Problem statement » Copy the lines word for word. Begin at the line that contains "Find all labels, markers" and end with the final line of the data.

◇ ◇ ◇ ◇

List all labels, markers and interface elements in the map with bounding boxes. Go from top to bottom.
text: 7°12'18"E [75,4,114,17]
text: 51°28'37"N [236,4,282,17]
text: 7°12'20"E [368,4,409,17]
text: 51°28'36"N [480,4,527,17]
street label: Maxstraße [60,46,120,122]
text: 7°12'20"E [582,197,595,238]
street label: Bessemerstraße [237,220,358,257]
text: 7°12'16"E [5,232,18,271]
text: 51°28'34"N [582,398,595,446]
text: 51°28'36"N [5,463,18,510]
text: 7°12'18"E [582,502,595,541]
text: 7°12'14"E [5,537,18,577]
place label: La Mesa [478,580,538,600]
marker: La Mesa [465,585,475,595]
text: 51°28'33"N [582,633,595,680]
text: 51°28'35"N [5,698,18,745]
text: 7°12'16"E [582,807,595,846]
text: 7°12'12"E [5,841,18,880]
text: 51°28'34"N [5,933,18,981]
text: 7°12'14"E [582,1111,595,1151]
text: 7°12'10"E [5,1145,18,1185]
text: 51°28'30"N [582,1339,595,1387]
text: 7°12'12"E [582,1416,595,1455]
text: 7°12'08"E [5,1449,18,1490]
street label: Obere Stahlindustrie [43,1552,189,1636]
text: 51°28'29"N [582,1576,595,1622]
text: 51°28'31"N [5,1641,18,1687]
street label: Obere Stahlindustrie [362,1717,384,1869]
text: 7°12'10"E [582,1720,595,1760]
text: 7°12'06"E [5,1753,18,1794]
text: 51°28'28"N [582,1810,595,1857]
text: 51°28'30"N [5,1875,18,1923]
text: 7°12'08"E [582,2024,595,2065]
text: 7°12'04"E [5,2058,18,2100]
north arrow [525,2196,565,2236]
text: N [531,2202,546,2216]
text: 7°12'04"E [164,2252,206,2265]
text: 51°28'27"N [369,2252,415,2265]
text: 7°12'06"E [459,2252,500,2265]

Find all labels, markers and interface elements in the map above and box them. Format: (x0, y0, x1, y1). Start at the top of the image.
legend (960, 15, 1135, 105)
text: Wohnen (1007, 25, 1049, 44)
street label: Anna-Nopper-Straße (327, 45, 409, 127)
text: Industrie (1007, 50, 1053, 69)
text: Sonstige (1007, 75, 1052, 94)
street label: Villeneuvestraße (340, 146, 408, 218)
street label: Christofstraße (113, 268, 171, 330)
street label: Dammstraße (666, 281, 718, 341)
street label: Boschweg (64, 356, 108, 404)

◇ ◇ ◇ ◇

Exercise answer »
Find all labels, markers and interface elements in the map above and box them. Format: (x0, y0, x1, y1). Start at the top of the image.
legend (960, 15, 1135, 105)
text: Wohnen (1007, 25, 1049, 44)
street label: Anna-Nopper-Straße (327, 45, 409, 127)
text: Industrie (1007, 50, 1053, 69)
text: Sonstige (1007, 75, 1052, 94)
street label: Villeneuvestraße (340, 146, 408, 218)
street label: Christofstraße (113, 268, 171, 330)
street label: Dammstraße (666, 281, 718, 341)
street label: Boschweg (64, 356, 108, 404)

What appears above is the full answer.